COGAN, District Judge. In a twist on the classic proverb, plaintiff in this action brought a gun to a chainsaw fight. The police-officer defendant, crediting the post-fight testimony of plaintiff’s saw-revving adversaries, subsequently arrested plaintiff for criminal menacing. Plaintiff then sued. Because the officer was constitutionally permitted to take his pick of the combatants’ conflicting accounts, defendants’ motion for summary judgment on plaintiff’s sole remaining claim is granted. BACKGROUND The fight central to this case began, as many fights in New York City do, with a poorly parked car. Defendant Demetrius Reynolds, a New York City Police Officer, and his partner Officer Alvarado responded to a radio transmission reporting that an individual was threatening others with a firearm at plaintiff Gregg Thompson’s home. When they arrived, another officer was already on the scene; he had responded to a separate call reporting that “a male was threatened by numerous men, one of whom had a chainsaw.” Alvarado first spoke with a group of landscapers outside of Thompson’s home. One of the landscapers said that Thompson pulled a gun on the workers after a heated argument over parking. The landscaper, fearing for his life, hid behind a car and called 911. Reynolds then asked Thompson for his side of the story. As Thompson told it, some

landscapers had parked their truck in front of his driveway, blocking the entrance. After Thompson’s wife asked them to move the truck so she could pull her car into the garage, the landscapers began to verbally abuse her. Thompson soon intervened, convinced the landscapers to move the vehicle, and directed his wife to back her car into the driveway. According to Thompson, the landscapers nevertheless “use[d] profane language and insult[ed]” his wife as she drove. This led to a verbal altercation between Thompson and the landscapers, which led to a landscaper pushing Thompson, which led to Thompson pushing back, which led to a landscaper punching Thompson in the ribs. Then, Thompson went on, one of the landscapers revved a chainsaw and began to chase Thompson’s wife and daughter around the house. It was at this point, he told Reynolds, that he entered the house, retrieved his peace officer badge and gun, and

with his gun pointed downwards, instructed the landscapers to drop the chainsaw. At some point, Thompson’s daughter called the police. After hearing from both sides, the officers asked Thompson to retrieve his gun, and Thompson handed the weapon to Reynolds. Reynolds also viewed Ring camera footage of the conflict. The footage depicted an argument between the landscapers and Thompson’s wife, an argument and ensuing fight between Thompson and the landscapers, Thompson retreating into his house, and finally Thompson returning to the street with a pistol in his hand, approaching the

2 landscapers. Although one landscaper was visibly revving his chainsaw, the tape did not show the landscapers chasing anyone. Reynolds ultimately arrested Thompson and brought him back to the precinct for booking.

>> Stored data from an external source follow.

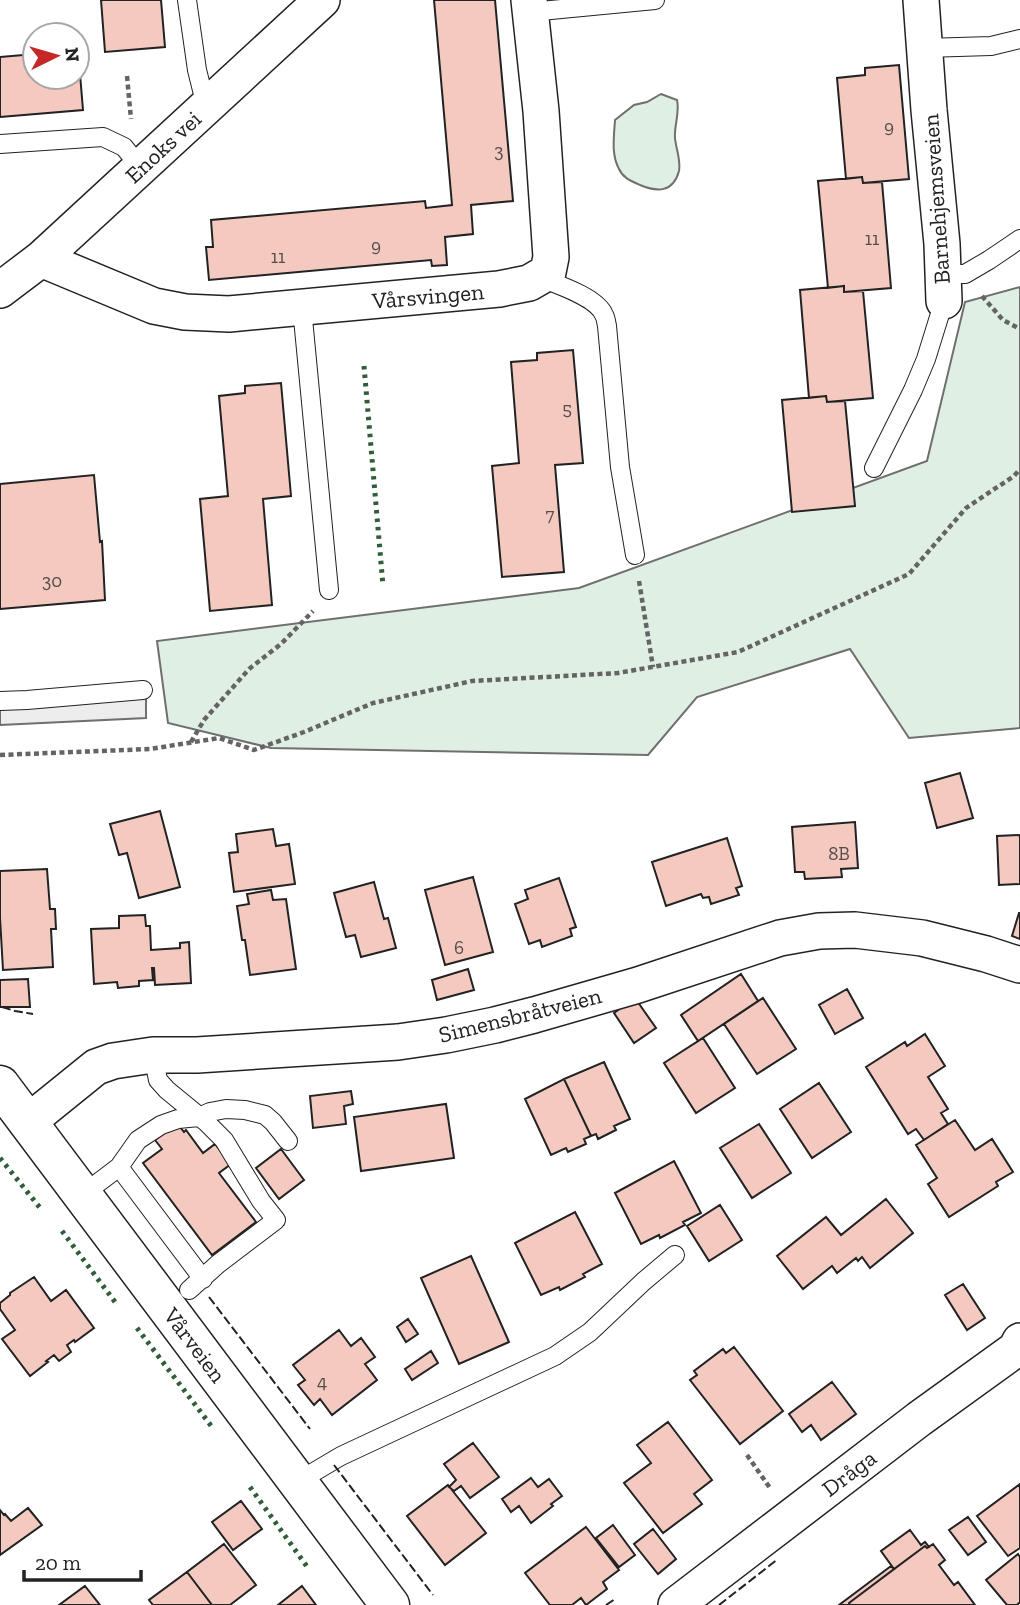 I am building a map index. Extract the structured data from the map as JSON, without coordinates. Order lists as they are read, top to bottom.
{
  "streets": {
    "street": [
      "Enoks vei",
      "Barnehjemsveien",
      "Vårsvingen",
      "Simensbråtveien",
      "Vårveien",
      "Dråga"
    ]
  },
  "crossings": [
    ["Enoks vei", "Vårsvingen"],
    ["Simensbråtveien", "Vårveien"]
  ],
  "house_numbers": [
    "9",
    "3",
    "11",
    "9",
    "11",
    "5",
    "7",
    "30",
    "8B",
    "6",
    "4"
  ],
  "scale_bar": "20 m",
  "north": "right"
} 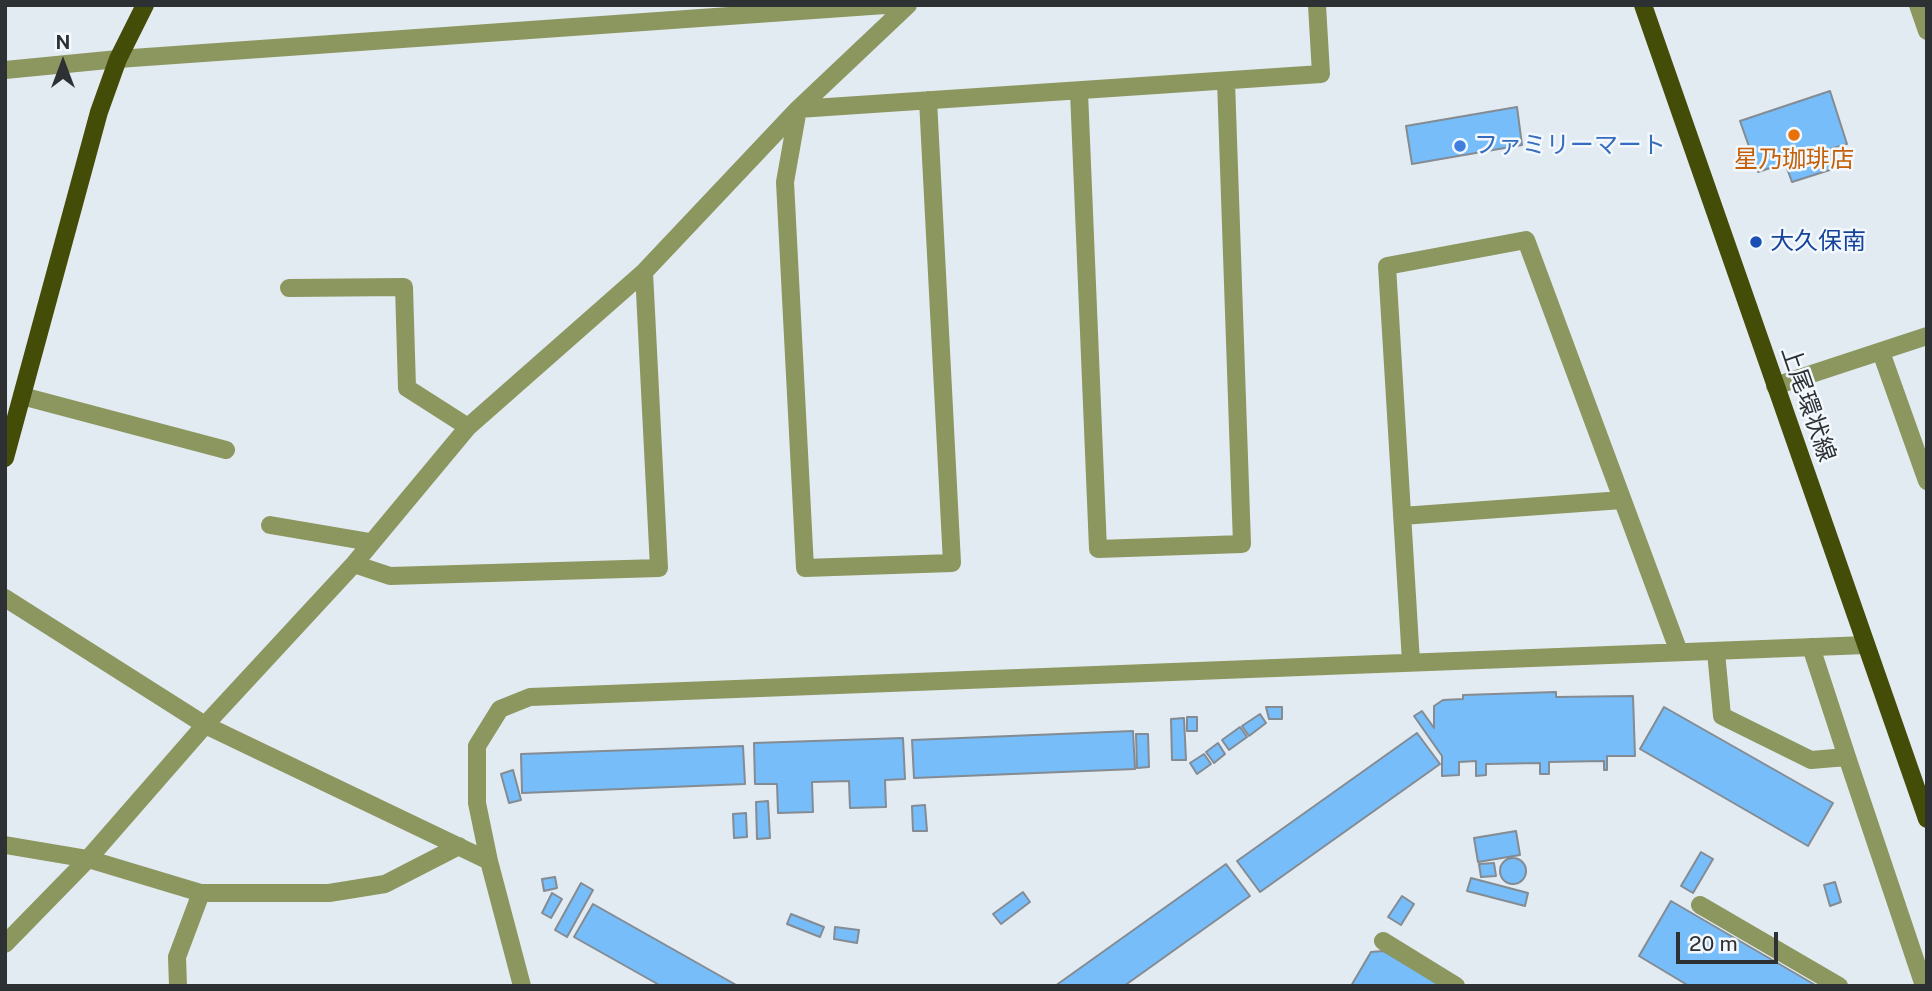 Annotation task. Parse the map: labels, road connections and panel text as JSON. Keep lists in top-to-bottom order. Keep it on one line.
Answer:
{"streets":{"main road":["上尾環状線"]},"places":["星乃珈琲店","ファミリーマート","大久保南"],"scale_bar":"20 m","north":"top"}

Thompson was charged with, among other offenses, Menacing in the Second Degree,

N.Y. Penal Law § 120.10. He was released after a few hours, and the district attorney declined to press charges. Thompson then filed this suit. His complaint asserted eight claims against Reynolds, the City, and several unnamed officers. He has since withdrawn seven of those claims, leaving only a claim for false arrest under 42 U.S.C. § 1983. Having completed discovery, defendants now move for summary judgment. DISCUSSION A court “shall grant summary judgment if the movant shows that there is no genuine dispute as to any material fact and the movant is entitled to judgment as a matter of law.” Fed. R. Civ. P. 56(a). It must “construe the facts in the light most favorable to the non-moving party

and must resolve all ambiguities and draw all reasonable inferences against the movant.” Brod v. Omya, Inc., 653 F.3d 156, 164 (2d Cir. 2011) (citation omitted). “A party may not rely on mere speculation or conjecture as to the true nature of the facts to overcome a motion for summary judgment.” Hicks v. Baines, 593 F.3d 159, 166 (2d Cir. 2010) (cleaned up). A police officer is liable for false arrest under § 1983 when “(1) the [officer] intended to confine [the plaintiff], (2) the plaintiff was conscious of the confinement, (3) the plaintiff did not consent to the confinement and (4) the confinement was not otherwise privileged.” Singer v. Fulton Cnty. Sheriff, 63 F.3d 110, 118 (2d Cir. 1995) (citation omitted). The first three of these

3 elements are rarely contested and are not contested here. Instead, the parties zero in on whether the arrest was privileged and, specifically, whether Reynolds had probable cause to believe Thompson committed a crime, which is a “complete defense” to false arrest. Ackerson v. City of White Plains, 702 F.3d 15, 19 (2d Cir. 2012), as amended (Dec. 4, 2012) (cleaned up).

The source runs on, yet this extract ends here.